[Data extracted from a collection]
++++++++
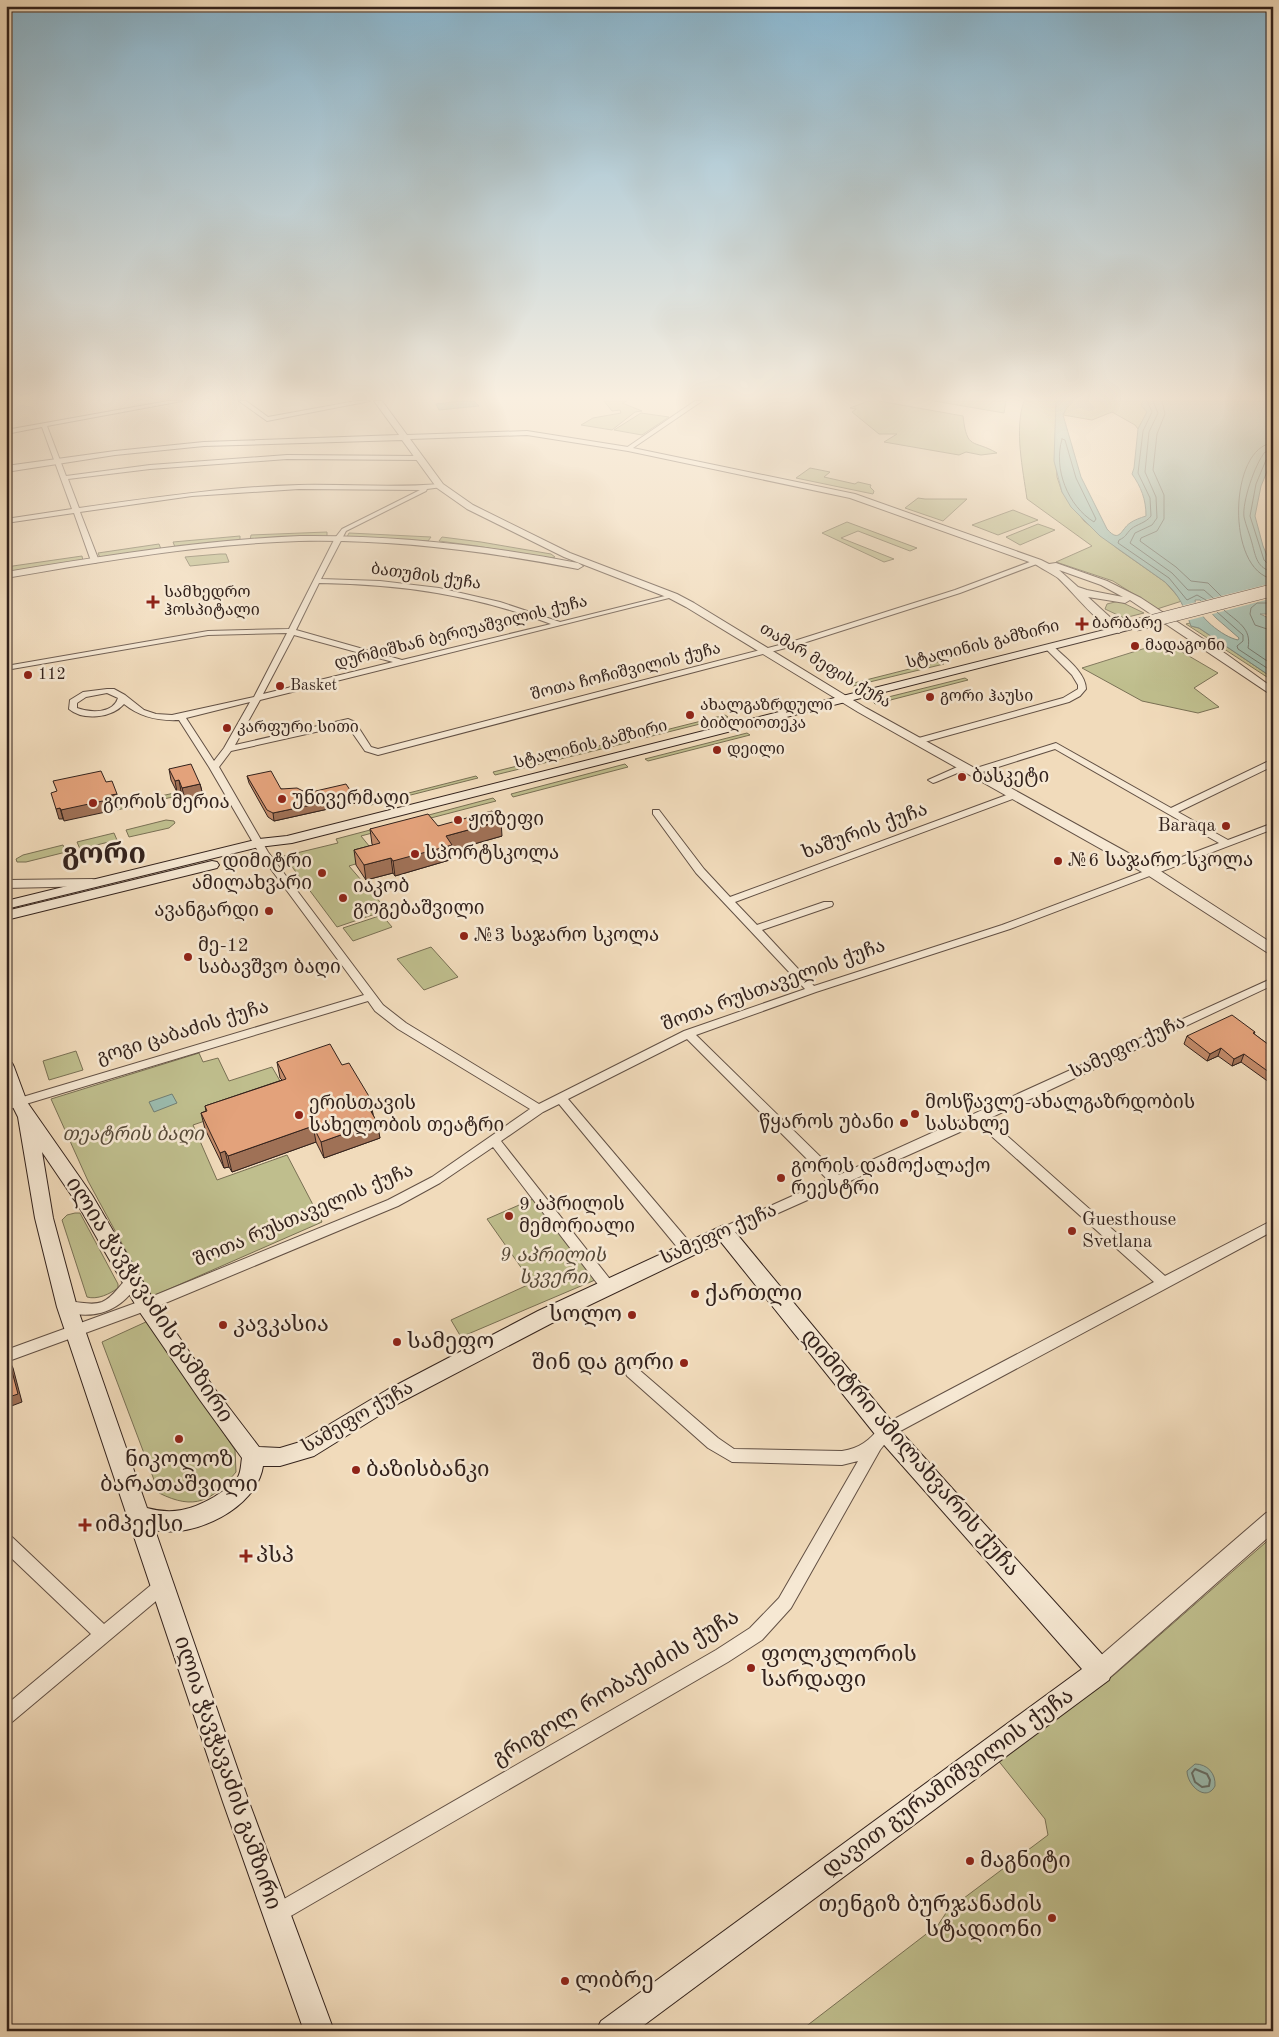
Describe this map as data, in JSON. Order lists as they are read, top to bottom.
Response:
{
  "streets": {
    "main road": [
      "სტალინის გამზირი",
      "სამეფო ქუჩა",
      "ილია ჭავჭავაძის გამზირი",
      "დიმიტრი ამილახვარის ქუჩა",
      "დავით გურამიშვილის ქუჩა"
    ],
    "street": [
      "ბათუმის ქუჩა",
      "დურმიშხან ბერიუაშვილის ქუჩა",
      "თამარ მეფის ქუჩა",
      "შოთა ჩოჩიშვილის ქუჩა",
      "ხაშურის ქუჩა",
      "შოთა რუსთაველის ქუჩა",
      "გოგი ცაბაძის ქუჩა",
      "გრიგოლ რობაქიძის ქუჩა"
    ]
  },
  "crossings": [
    ["ბათუმის ქუჩა", "დურმიშხან ბერიუაშვილის ქუჩა"],
    ["დურმიშხან ბერიუაშვილის ქუჩა", "თამარ მეფის ქუჩა"],
    ["სტალინის გამზირი", "თამარ მეფის ქუჩა"],
    ["თამარ მეფის ქუჩა", "შოთა ჩოჩიშვილის ქუჩა"],
    ["თამარ მეფის ქუჩა", "ხაშურის ქუჩა"],
    ["თამარ მეფის ქუჩა", "შოთა რუსთაველის ქუჩა"],
    ["შოთა რუსთაველის ქუჩა", "ილია ჭავჭავაძის გამზირი"],
    ["გოგი ცაბაძის ქუჩა", "ილია ჭავჭავაძის გამზირი"],
    ["სამეფო ქუჩა", "ილია ჭავჭავაძის გამზირი"],
    ["სამეფო ქუჩა", "დიმიტრი ამილახვარის ქუჩა"],
    ["ილია ჭავჭავაძის გამზირი", "გრიგოლ რობაქიძის ქუჩა"],
    ["დიმიტრი ამილახვარის ქუჩა", "გრიგოლ რობაქიძის ქუჩა"],
    ["დიმიტრი ამილახვარის ქუჩა", "დავით გურამიშვილის ქუჩა"]
  ],
  "districts": ["გორი"],
  "parks": ["თეატრის ბაღი", "9 აპრილის სკვერი"],
  "places": {
    "health": [
      "სამხედრო ჰოსპიტალი",
      "ბარბარე",
      "იმპექსი",
      "პსპ"
    ],
    "other": [
      "მადაგონი",
      "112",
      "Basket",
      "გორი ჰაუსი",
      "ახალგაზრდული ბიბლიოთეკა",
      "კარფური სითი",
      "დეილი",
      "ბასკეტი",
      "უნივერმაღი",
      "გორის მერია",
      "ჟოზეფი",
      "Baraqa",
      "სპორტსკოლა",
      "№6 საჯარო სკოლა",
      "დიმიტრი ამილახვარი",
      "იაკობ გოგებაშვილი",
      "ავანგარდი",
      "№3 საჯარო სკოლა",
      "მე-12 საბავშვო ბაღი",
      "მოსწავლე-ახალგაზრდობის სასახლე",
      "ერისთავის სახელობის თეატრი",
      "წყაროს უბანი",
      "გორის დამოქალაქო რეესტრი",
      "9 აპრილის მემორიალი",
      "Guesthouse Svetlana",
      "ქართლი",
      "სოლო",
      "კავკასია",
      "სამეფო",
      "შინ და გორი",
      "ნიკოლოზ ბარათაშვილი",
      "ბაზისბანკი",
      "ფოლკლორის სარდაფი",
      "მაგნიტი",
      "თენგიზ ბურჯანაძის სტადიონი",
      "ლიბრე"
    ]
  }
}
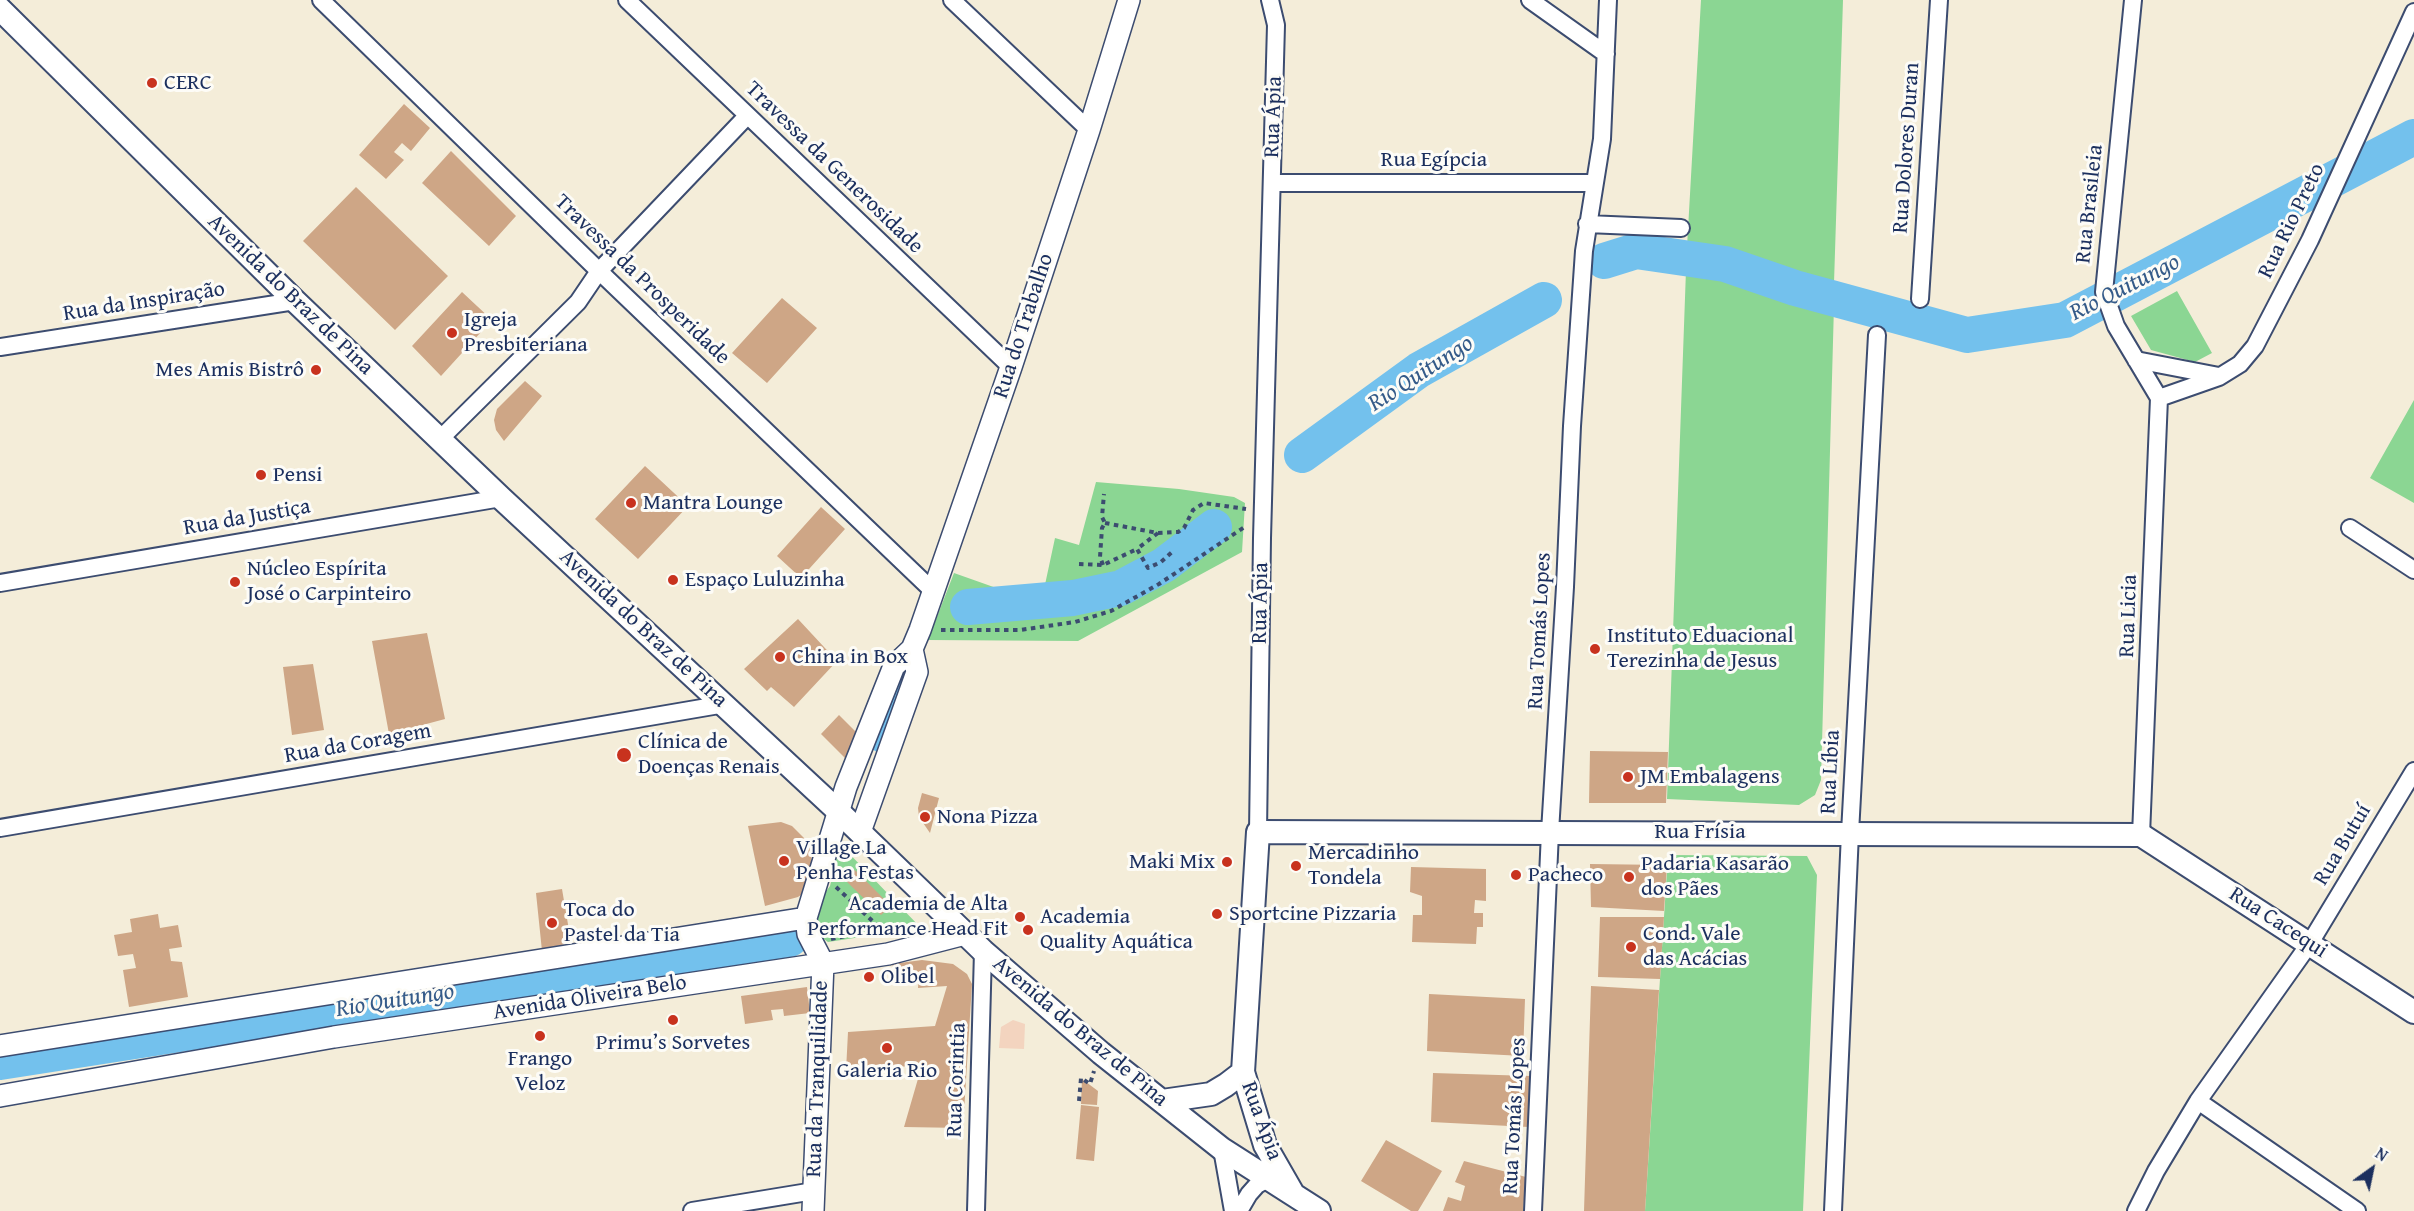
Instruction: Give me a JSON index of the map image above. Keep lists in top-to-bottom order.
{
  "streets": {
    "main road": [
      "Rua Ápia",
      "Avenida do Braz de Pina",
      "Rua Frísia",
      "Rua Cacequi"
    ],
    "street": [
      "Rua Dolores Duran",
      "Rua Egípcia",
      "Travessa da Generosidade",
      "Rua Brasileia",
      "Rua Rio Preto",
      "Travessa da Prosperidade",
      "Rua da Inspiração",
      "Rua do Trabalho",
      "Rua da Justiça",
      "Rua Licia",
      "Rua Tomás Lopes",
      "Rua da Coragem",
      "Rua Líbia",
      "Rua Butuí",
      "Avenida Oliveira Belo",
      "Rua da Tranquilidade",
      "Rua Corintia"
    ]
  },
  "crossings": [
    ["Rua Ápia", "Rua Egípcia"],
    ["Rua Ápia", "Avenida do Braz de Pina"],
    ["Rua Ápia", "Rua Frísia"],
    ["Rua Egípcia", "Rua Tomás Lopes"],
    ["Travessa da Generosidade", "Rua do Trabalho"],
    ["Rua Brasileia", "Rua Rio Preto"],
    ["Rua Brasileia", "Rua Licia"],
    ["Rua Rio Preto", "Rua Licia"],
    ["Travessa da Prosperidade", "Rua do Trabalho"],
    ["Avenida do Braz de Pina", "Rua da Inspiração"],
    ["Avenida do Braz de Pina", "Rua do Trabalho"],
    ["Avenida do Braz de Pina", "Rua da Justiça"],
    ["Avenida do Braz de Pina", "Rua da Coragem"],
    ["Avenida do Braz de Pina", "Avenida Oliveira Belo"],
    ["Avenida do Braz de Pina", "Rua Corintia"],
    ["Rua Licia", "Rua Frísia"],
    ["Rua Licia", "Rua Cacequi"],
    ["Rua Tomás Lopes", "Rua Frísia"],
    ["Rua Líbia", "Rua Frísia"],
    ["Rua Frísia", "Rua Cacequi"],
    ["Rua Butuí", "Rua Cacequi"],
    ["Avenida Oliveira Belo", "Rua da Tranquilidade"]
  ],
  "water": ["Rio Quitungo"],
  "places": [
    "CERC",
    "Igreja Presbiteriana",
    "Mes Amis Bistrô",
    "Pensi",
    "Mantra Lounge",
    "Espaço Luluzinha",
    "Núcleo Espírita José o Carpinteiro",
    "Instituto Eduacional Terezinha de Jesus",
    "China in Box",
    "Clínica de Doenças Renais",
    "JM Embalagens",
    "Nona Pizza",
    "Village La Penha Festas",
    "Maki Mix",
    "Mercadinho Tondela",
    "Pacheco",
    "Padaria Kasarão dos Pães",
    "Sportcine Pizzaria",
    "Academia de Alta Performance Head Fit",
    "Toca do Pastel da Tia",
    "Academia Quality Aquática",
    "Cond. Vale das Acácias",
    "Olibel",
    "Primu’s Sorvetes",
    "Frango Veloz",
    "Galeria Rio"
  ],
  "north": "top right"
}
++++++++
**Task objective**
Output every entry above exactly, minus the pictures.

**Result of the exercise**
Describe this map as data, in JSON. Order lists as they are read, top to bottom.
Response:
{
  "streets": {
    "main road": [
      "სტალინის გამზირი",
      "სამეფო ქუჩა",
      "ილია ჭავჭავაძის გამზირი",
      "დიმიტრი ამილახვარის ქუჩა",
      "დავით გურამიშვილის ქუჩა"
    ],
    "street": [
      "ბათუმის ქუჩა",
      "დურმიშხან ბერიუაშვილის ქუჩა",
      "თამარ მეფის ქუჩა",
      "შოთა ჩოჩიშვილის ქუჩა",
      "ხაშურის ქუჩა",
      "შოთა რუსთაველის ქუჩა",
      "გოგი ცაბაძის ქუჩა",
      "გრიგოლ რობაქიძის ქუჩა"
    ]
  },
  "crossings": [
    ["ბათუმის ქუჩა", "დურმიშხან ბერიუაშვილის ქუჩა"],
    ["დურმიშხან ბერიუაშვილის ქუჩა", "თამარ მეფის ქუჩა"],
    ["სტალინის გამზირი", "თამარ მეფის ქუჩა"],
    ["თამარ მეფის ქუჩა", "შოთა ჩოჩიშვილის ქუჩა"],
    ["თამარ მეფის ქუჩა", "ხაშურის ქუჩა"],
    ["თამარ მეფის ქუჩა", "შოთა რუსთაველის ქუჩა"],
    ["შოთა რუსთაველის ქუჩა", "ილია ჭავჭავაძის გამზირი"],
    ["გოგი ცაბაძის ქუჩა", "ილია ჭავჭავაძის გამზირი"],
    ["სამეფო ქუჩა", "ილია ჭავჭავაძის გამზირი"],
    ["სამეფო ქუჩა", "დიმიტრი ამილახვარის ქუჩა"],
    ["ილია ჭავჭავაძის გამზირი", "გრიგოლ რობაქიძის ქუჩა"],
    ["დიმიტრი ამილახვარის ქუჩა", "გრიგოლ რობაქიძის ქუჩა"],
    ["დიმიტრი ამილახვარის ქუჩა", "დავით გურამიშვილის ქუჩა"]
  ],
  "districts": ["გორი"],
  "parks": ["თეატრის ბაღი", "9 აპრილის სკვერი"],
  "places": {
    "health": [
      "სამხედრო ჰოსპიტალი",
      "ბარბარე",
      "იმპექსი",
      "პსპ"
    ],
    "other": [
      "მადაგონი",
      "112",
      "Basket",
      "გორი ჰაუსი",
      "ახალგაზრდული ბიბლიოთეკა",
      "კარფური სითი",
      "დეილი",
      "ბასკეტი",
      "უნივერმაღი",
      "გორის მერია",
      "ჟოზეფი",
      "Baraqa",
      "სპორტსკოლა",
      "№6 საჯარო სკოლა",
      "დიმიტრი ამილახვარი",
      "იაკობ გოგებაშვილი",
      "ავანგარდი",
      "№3 საჯარო სკოლა",
      "მე-12 საბავშვო ბაღი",
      "მოსწავლე-ახალგაზრდობის სასახლე",
      "ერისთავის სახელობის თეატრი",
      "წყაროს უბანი",
      "გორის დამოქალაქო რეესტრი",
      "9 აპრილის მემორიალი",
      "Guesthouse Svetlana",
      "ქართლი",
      "სოლო",
      "კავკასია",
      "სამეფო",
      "შინ და გორი",
      "ნიკოლოზ ბარათაშვილი",
      "ბაზისბანკი",
      "ფოლკლორის სარდაფი",
      "მაგნიტი",
      "თენგიზ ბურჯანაძის სტადიონი",
      "ლიბრე"
    ]
  }
}
Instruction: Give me a JSON index of the map image above. Keep lists in top-to-bottom order.
{
  "streets": {
    "main road": [
      "Rua Ápia",
      "Avenida do Braz de Pina",
      "Rua Frísia",
      "Rua Cacequi"
    ],
    "street": [
      "Rua Dolores Duran",
      "Rua Egípcia",
      "Travessa da Generosidade",
      "Rua Brasileia",
      "Rua Rio Preto",
      "Travessa da Prosperidade",
      "Rua da Inspiração",
      "Rua do Trabalho",
      "Rua da Justiça",
      "Rua Licia",
      "Rua Tomás Lopes",
      "Rua da Coragem",
      "Rua Líbia",
      "Rua Butuí",
      "Avenida Oliveira Belo",
      "Rua da Tranquilidade",
      "Rua Corintia"
    ]
  },
  "crossings": [
    ["Rua Ápia", "Rua Egípcia"],
    ["Rua Ápia", "Avenida do Braz de Pina"],
    ["Rua Ápia", "Rua Frísia"],
    ["Rua Egípcia", "Rua Tomás Lopes"],
    ["Travessa da Generosidade", "Rua do Trabalho"],
    ["Rua Brasileia", "Rua Rio Preto"],
    ["Rua Brasileia", "Rua Licia"],
    ["Rua Rio Preto", "Rua Licia"],
    ["Travessa da Prosperidade", "Rua do Trabalho"],
    ["Avenida do Braz de Pina", "Rua da Inspiração"],
    ["Avenida do Braz de Pina", "Rua do Trabalho"],
    ["Avenida do Braz de Pina", "Rua da Justiça"],
    ["Avenida do Braz de Pina", "Rua da Coragem"],
    ["Avenida do Braz de Pina", "Avenida Oliveira Belo"],
    ["Avenida do Braz de Pina", "Rua Corintia"],
    ["Rua Licia", "Rua Frísia"],
    ["Rua Licia", "Rua Cacequi"],
    ["Rua Tomás Lopes", "Rua Frísia"],
    ["Rua Líbia", "Rua Frísia"],
    ["Rua Frísia", "Rua Cacequi"],
    ["Rua Butuí", "Rua Cacequi"],
    ["Avenida Oliveira Belo", "Rua da Tranquilidade"]
  ],
  "water": ["Rio Quitungo"],
  "places": [
    "CERC",
    "Igreja Presbiteriana",
    "Mes Amis Bistrô",
    "Pensi",
    "Mantra Lounge",
    "Espaço Luluzinha",
    "Núcleo Espírita José o Carpinteiro",
    "Instituto Eduacional Terezinha de Jesus",
    "China in Box",
    "Clínica de Doenças Renais",
    "JM Embalagens",
    "Nona Pizza",
    "Village La Penha Festas",
    "Maki Mix",
    "Mercadinho Tondela",
    "Pacheco",
    "Padaria Kasarão dos Pães",
    "Sportcine Pizzaria",
    "Academia de Alta Performance Head Fit",
    "Toca do Pastel da Tia",
    "Academia Quality Aquática",
    "Cond. Vale das Acácias",
    "Olibel",
    "Primu’s Sorvetes",
    "Frango Veloz",
    "Galeria Rio"
  ],
  "north": "top right"
}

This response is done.